不壊の槍は折られましたが、何か?

ミステリ書評家のブログのはずだが……。

ギャングスターウォーカーズ/吉川良太郎

ギャングスターウォーカーズ (カッパ・ノベルス)

ギャングスターウォーカーズ (カッパ・ノベルス)

 シノワズリ、なんて言葉を持ち出されるとヘレン・マクロイの最高傑作を思い浮かべざるを得ないが、マクロイが清を舞台に、当時の西洋人の予断(失礼!)をもって上流社会を描いたのに比べ、吉川良太郎は近未来を舞台に、サイバーパンク気味な権謀術数の世界を、けっこう丹念に描く。シノワズリな雰囲気はほとんど確信犯的であり、かつSFなんで「それ違う」と文句を付けにくいという感じだ。ノワール的な雰囲気を基調としつつ、一人称の主人公は善良だし、若干異形ながら萌え要素も含まれるため、結構幅広い層にアピールするんじゃないかと思われる。イラストもその線で攻めている。

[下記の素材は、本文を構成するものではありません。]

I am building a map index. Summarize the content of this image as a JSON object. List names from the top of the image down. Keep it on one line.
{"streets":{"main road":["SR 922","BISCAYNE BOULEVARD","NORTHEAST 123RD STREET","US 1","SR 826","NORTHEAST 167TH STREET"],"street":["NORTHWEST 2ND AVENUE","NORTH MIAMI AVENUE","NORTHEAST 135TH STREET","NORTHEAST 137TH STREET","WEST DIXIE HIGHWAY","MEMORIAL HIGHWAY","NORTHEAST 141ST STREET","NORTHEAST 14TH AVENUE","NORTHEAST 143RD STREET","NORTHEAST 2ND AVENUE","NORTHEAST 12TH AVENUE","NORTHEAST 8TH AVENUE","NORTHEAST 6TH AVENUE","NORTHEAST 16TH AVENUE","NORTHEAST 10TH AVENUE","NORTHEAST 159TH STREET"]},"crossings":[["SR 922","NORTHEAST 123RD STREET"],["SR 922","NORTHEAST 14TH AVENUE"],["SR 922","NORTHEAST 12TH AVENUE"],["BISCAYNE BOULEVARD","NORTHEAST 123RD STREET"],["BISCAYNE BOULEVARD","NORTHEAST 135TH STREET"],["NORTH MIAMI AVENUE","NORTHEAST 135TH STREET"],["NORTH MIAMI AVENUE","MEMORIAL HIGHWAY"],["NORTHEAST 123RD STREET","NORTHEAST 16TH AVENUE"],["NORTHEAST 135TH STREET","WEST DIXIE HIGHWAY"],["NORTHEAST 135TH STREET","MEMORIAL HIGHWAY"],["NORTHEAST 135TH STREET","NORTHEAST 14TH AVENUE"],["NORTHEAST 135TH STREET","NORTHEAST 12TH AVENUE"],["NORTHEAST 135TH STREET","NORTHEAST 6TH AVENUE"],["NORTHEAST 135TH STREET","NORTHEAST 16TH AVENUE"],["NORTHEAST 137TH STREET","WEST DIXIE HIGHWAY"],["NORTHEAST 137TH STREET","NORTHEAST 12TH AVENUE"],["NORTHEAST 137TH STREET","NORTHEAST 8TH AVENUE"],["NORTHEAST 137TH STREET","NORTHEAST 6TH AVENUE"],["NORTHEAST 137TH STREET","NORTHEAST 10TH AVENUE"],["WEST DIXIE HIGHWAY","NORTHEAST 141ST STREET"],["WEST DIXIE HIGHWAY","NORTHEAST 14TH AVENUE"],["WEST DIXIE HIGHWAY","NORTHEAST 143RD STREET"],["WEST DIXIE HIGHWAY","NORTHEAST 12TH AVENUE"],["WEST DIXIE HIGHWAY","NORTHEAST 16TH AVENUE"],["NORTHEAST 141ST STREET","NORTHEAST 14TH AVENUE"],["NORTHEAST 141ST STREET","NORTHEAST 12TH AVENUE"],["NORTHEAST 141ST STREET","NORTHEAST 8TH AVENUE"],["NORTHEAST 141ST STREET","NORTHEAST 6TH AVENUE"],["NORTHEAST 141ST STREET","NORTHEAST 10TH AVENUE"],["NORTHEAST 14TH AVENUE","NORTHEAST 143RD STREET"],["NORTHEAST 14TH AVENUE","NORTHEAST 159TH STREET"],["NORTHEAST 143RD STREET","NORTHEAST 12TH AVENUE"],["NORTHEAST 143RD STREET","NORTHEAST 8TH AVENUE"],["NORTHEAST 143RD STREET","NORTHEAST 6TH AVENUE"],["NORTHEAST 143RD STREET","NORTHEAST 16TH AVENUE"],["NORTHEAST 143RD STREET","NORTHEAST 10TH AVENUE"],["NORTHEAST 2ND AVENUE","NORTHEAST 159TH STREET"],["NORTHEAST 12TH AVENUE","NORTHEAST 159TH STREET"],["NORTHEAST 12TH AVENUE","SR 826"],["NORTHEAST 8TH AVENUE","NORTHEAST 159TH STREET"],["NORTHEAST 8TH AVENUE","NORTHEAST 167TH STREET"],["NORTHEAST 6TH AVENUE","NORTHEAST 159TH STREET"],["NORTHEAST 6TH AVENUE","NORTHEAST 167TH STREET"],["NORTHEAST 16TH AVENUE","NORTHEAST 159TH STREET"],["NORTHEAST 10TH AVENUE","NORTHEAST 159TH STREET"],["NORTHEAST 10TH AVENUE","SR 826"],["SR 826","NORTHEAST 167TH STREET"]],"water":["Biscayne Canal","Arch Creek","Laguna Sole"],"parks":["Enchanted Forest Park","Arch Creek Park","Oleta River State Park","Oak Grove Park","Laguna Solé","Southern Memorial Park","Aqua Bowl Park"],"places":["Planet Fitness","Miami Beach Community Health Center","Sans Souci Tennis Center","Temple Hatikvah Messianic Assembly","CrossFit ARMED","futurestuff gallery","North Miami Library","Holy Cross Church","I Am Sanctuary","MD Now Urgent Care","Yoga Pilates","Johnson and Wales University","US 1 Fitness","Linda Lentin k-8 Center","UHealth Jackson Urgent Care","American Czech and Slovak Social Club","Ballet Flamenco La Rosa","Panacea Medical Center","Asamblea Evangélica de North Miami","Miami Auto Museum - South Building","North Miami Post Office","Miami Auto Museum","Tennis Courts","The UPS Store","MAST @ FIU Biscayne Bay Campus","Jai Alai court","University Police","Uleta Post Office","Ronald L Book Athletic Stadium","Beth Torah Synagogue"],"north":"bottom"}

 ただし、主人公はあまりにも色々巻き込まれ過ぎで、必然性はあるらしいのだが、それが何か明らかにされないのは問題だろう。伏線張りまくって結局全部放置されるのは、肩透かし以前にフラストレーションが溜まる。続編書く気あるなら良いのだが、どうもそうは見えないし……。
 それとも、私は何か致命的な誤読をしているのだろうか? 真面目に読んでいれば気付ける、あからさまに仄めかされた真相を読み落としたとか?

 というわけで、吉川良太郎独自のシノワズリな雰囲気を満喫すべき作品。筋立てとかには、あまりこだわらない方が良いだろう。